A genetic approach involving intrabodies that block CCR5 expression has been proposed as a treatment for HIV-1 infected individuals.[46] When T-cells modified so they no longer express CCR5 were mixed with unmodified T-cells expressing CCR5 and then challenged by infection with HIV-1, the modified T-cells that do not express CCR5 eventually take over the culture, as HIV-1 kills the non-modified T-cells. This same method might be used in vivo to establish a virus-resistant cell pool in infected individuals.[46]

This hypothesis was tested in an AIDS patient who had also developed myeloid leukemia, and was treated with chemotherapy to suppress the cancer. A bone marrow transplant containing stem cells from a matched donor was then used to restore the immune system. However, the transplant was performed from a donor with 2 copies of CCR5-Δ32 mutation gene. After 600 days, the patient was healthy and had undetectable levels of HIV in the blood and in examined brain and rectal tissues.[47][48] Before the transplant, low levels of HIV X4, which does not use the CCR5 receptor, were also detected. Following the transplant, however, this type of HIV was not detected either.[47] However, this outcome is consistent with the observation that cells expressing the CCR5-Δ32 variant protein lack both the CCR5 and CXCR4 receptors on their surfaces, thereby conferring resistance to a broad range of HIV variants including HIVX4.[49] After over six years, the patient has maintained the resistance to HIV and has been pronounced cured of the HIV infection.[50]

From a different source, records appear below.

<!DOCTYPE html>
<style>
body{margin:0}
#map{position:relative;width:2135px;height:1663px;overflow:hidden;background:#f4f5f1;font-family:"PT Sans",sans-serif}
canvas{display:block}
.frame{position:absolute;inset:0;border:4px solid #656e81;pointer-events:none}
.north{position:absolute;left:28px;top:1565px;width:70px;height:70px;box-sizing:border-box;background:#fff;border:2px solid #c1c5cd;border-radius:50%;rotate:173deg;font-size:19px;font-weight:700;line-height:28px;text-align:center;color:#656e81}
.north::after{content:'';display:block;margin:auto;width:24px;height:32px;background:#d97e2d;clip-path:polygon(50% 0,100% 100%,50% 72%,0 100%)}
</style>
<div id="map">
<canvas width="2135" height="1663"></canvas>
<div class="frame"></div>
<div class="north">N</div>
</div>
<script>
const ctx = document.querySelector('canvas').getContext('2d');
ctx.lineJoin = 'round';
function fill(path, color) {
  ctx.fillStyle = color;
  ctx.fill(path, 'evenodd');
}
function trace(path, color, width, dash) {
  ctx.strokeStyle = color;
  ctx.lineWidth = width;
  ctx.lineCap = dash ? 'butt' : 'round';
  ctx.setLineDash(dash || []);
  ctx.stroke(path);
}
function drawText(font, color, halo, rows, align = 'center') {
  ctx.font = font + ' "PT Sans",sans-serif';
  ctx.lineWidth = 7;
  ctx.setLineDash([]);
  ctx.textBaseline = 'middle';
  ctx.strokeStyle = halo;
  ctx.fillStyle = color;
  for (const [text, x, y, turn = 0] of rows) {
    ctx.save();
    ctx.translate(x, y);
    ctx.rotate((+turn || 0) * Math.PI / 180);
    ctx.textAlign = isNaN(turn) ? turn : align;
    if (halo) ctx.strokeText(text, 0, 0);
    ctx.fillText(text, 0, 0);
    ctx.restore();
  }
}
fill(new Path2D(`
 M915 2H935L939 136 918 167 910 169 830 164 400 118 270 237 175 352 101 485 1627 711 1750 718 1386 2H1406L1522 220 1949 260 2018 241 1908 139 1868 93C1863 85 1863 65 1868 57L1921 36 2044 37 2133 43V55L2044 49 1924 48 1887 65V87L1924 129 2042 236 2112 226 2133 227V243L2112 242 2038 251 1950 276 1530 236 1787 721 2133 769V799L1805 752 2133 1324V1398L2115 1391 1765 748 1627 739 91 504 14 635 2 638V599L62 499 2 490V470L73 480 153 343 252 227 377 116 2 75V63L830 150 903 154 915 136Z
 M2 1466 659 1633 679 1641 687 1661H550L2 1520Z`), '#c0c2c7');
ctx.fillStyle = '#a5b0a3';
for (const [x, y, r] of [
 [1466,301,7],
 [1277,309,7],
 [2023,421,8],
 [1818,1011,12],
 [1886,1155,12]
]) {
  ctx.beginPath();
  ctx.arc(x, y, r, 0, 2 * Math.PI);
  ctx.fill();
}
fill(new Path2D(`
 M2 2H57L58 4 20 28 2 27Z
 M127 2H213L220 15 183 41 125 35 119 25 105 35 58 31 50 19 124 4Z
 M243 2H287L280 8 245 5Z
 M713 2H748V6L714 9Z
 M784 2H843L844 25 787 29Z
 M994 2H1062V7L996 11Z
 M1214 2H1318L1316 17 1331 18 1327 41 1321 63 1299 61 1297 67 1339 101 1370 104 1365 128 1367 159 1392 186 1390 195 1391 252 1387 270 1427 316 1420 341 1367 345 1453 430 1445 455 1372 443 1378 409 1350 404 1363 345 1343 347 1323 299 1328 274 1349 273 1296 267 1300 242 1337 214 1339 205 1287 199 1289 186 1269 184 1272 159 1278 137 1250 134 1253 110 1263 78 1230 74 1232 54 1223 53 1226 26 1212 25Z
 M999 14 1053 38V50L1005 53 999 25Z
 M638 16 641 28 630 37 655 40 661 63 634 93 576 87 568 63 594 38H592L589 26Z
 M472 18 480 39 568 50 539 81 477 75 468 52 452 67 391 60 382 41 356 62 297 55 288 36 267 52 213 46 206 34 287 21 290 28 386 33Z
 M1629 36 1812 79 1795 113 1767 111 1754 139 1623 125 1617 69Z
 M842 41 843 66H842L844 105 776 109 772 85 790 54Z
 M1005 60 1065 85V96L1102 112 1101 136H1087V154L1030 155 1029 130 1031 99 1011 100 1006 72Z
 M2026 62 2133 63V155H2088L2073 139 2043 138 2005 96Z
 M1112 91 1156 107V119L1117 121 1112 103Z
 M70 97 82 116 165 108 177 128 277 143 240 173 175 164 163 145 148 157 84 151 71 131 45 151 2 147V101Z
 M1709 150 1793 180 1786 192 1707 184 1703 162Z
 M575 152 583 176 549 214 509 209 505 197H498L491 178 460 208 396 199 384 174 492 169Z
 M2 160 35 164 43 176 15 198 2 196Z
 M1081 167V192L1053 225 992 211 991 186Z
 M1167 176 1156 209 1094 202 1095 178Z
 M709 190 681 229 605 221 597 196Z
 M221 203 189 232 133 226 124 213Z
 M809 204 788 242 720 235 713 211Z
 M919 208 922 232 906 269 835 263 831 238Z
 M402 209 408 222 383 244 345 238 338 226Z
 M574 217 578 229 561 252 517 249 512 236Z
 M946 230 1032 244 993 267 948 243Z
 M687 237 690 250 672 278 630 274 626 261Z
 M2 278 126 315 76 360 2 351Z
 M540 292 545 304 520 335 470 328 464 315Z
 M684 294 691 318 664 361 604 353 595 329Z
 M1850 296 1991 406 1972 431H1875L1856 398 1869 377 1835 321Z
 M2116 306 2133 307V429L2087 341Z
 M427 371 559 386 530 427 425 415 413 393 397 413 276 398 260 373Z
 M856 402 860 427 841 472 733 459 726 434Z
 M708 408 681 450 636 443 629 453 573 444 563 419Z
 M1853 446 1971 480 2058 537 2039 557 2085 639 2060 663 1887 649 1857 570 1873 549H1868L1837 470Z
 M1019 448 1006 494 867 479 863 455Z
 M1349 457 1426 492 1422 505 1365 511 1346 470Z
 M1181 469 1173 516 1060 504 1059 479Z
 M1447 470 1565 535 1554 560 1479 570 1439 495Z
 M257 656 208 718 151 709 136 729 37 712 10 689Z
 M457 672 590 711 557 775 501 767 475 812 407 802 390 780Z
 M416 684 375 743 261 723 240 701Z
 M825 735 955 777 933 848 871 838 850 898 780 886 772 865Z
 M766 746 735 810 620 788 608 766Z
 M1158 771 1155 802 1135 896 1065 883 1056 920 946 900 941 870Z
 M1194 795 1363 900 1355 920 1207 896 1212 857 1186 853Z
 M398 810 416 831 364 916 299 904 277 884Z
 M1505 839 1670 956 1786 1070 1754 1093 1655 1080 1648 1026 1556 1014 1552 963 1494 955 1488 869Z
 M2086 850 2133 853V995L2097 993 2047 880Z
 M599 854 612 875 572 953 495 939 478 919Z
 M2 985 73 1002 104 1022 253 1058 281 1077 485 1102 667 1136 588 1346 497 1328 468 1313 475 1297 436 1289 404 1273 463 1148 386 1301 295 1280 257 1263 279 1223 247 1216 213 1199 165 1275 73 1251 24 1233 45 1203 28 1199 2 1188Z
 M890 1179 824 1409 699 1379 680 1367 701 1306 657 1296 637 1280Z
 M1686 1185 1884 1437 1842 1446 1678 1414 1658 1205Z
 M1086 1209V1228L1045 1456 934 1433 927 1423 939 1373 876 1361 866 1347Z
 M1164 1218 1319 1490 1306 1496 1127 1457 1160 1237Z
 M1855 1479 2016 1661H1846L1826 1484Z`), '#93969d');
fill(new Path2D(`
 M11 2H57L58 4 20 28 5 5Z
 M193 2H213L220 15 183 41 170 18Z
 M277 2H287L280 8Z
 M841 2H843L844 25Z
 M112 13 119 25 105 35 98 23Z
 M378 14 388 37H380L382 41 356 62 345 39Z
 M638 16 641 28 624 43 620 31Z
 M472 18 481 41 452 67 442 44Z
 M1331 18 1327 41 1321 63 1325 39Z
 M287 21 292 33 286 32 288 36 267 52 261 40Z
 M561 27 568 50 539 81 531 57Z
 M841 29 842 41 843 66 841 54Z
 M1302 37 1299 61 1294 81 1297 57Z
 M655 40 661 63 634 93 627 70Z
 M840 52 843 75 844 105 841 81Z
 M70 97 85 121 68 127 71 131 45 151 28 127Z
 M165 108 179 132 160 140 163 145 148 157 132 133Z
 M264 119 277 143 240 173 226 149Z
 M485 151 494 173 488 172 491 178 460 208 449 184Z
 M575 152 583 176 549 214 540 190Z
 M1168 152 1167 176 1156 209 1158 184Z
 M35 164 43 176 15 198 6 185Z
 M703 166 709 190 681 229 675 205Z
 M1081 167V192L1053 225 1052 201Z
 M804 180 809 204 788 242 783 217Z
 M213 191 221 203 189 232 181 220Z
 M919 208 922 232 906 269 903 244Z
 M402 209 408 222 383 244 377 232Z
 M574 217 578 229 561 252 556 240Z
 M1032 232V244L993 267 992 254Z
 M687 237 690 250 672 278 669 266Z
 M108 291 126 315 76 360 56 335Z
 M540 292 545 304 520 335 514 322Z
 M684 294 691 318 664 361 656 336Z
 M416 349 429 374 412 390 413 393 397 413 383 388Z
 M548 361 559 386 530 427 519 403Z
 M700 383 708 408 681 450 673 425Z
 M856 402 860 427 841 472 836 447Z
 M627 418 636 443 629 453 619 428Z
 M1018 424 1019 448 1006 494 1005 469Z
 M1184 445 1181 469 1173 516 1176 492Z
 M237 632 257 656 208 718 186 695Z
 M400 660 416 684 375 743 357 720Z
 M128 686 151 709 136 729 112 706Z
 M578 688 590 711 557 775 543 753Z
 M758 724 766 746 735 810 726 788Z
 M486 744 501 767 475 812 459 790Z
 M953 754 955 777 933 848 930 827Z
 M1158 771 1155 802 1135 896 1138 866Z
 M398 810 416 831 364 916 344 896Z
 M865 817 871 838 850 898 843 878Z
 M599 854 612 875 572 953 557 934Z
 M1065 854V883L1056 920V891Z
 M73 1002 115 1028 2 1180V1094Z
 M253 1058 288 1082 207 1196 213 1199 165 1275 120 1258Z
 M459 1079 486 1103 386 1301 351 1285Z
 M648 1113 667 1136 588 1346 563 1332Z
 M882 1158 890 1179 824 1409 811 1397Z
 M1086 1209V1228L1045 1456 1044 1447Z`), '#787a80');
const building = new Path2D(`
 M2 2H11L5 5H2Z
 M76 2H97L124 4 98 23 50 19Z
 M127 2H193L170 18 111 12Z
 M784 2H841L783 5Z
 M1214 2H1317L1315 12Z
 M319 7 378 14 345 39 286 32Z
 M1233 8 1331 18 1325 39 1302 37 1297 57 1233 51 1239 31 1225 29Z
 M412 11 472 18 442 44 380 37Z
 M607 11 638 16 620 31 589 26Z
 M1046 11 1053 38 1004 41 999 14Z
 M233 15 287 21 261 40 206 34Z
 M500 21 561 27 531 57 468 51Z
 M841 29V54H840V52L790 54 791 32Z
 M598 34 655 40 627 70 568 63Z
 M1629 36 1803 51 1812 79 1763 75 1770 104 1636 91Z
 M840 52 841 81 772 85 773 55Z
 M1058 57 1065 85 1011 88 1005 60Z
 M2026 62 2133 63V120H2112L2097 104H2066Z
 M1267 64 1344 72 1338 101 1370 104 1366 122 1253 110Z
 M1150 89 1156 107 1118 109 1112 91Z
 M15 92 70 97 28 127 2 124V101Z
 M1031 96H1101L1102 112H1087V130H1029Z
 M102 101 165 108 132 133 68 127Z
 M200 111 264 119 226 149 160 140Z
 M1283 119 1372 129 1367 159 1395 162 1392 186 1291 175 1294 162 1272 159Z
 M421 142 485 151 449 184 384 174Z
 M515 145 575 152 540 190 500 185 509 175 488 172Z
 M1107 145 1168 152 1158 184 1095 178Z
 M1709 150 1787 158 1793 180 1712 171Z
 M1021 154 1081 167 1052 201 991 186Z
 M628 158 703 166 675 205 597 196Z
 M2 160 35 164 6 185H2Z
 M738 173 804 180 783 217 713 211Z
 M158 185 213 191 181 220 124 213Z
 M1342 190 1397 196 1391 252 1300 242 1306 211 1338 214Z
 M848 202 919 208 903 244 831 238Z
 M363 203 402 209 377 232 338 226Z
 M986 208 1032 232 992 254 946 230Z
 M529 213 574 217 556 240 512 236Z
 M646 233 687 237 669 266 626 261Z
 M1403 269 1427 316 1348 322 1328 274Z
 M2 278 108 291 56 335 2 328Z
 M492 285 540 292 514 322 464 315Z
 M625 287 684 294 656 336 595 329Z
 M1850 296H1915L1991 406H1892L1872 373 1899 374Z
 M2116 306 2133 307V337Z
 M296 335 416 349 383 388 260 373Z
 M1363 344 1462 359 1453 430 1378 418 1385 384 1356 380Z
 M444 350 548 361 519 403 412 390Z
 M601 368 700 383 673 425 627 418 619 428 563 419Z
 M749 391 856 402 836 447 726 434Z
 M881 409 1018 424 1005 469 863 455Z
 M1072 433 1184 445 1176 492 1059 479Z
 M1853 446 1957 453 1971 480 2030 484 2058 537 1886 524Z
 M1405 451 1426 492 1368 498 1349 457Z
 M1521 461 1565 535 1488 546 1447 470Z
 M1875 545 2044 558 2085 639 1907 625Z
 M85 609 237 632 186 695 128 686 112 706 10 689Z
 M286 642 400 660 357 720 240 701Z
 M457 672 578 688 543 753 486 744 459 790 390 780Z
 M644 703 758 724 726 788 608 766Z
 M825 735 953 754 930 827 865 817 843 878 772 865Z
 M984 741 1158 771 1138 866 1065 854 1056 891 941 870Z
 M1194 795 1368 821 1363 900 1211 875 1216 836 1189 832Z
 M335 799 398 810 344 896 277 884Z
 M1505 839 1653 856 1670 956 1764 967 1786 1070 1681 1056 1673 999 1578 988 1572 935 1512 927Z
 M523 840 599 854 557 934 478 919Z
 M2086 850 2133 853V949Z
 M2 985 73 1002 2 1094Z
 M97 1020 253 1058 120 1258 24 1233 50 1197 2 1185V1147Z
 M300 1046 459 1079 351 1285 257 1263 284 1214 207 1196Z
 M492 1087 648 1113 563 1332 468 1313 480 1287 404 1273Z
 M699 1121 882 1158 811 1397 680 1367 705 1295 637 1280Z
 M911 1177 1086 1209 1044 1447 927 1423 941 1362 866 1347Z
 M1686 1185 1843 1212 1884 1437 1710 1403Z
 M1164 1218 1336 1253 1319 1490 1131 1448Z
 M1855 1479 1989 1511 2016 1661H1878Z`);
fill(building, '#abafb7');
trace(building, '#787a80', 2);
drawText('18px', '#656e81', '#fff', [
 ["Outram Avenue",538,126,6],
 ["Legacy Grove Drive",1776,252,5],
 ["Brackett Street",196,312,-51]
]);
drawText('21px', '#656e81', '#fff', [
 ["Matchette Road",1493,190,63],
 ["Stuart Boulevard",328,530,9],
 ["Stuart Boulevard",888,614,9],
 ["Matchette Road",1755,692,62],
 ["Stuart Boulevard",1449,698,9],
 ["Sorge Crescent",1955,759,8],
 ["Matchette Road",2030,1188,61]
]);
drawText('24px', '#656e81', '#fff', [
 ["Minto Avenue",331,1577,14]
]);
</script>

Enrollment of HIV-positive patients in a clinical trial was started in 2009 in which the patients' cells were genetically modified with a zinc finger nuclease to carry the CCR5-Δ32 trait and then reintroduced into the body as a potential HIV treatment.[51][52] Results reported in 2014 were promising.[53]

Inspired by the first person to be cured of HIV, The Berlin Patient, StemCyte began collaborations with cord blood banks worldwide to systematically screen umbilical cord blood samples for the CCR5 mutation beginning in 2011.[54][55][56]

In November 2018, Jiankui He announced that he had edited two human embryos, to attempt to disable the gene for CCR5, which codes for a receptor that HIV uses to enter cells. He said that twin girls, Lulu and Nana, had been born a few weeks earlier, and that the girls still carried functional copies of CCR5 along with disabled CCR5 (mosaicism), hence being still vulnerable to HIV. The work was widely condemned as unethical, dangerous, and premature.[57][58]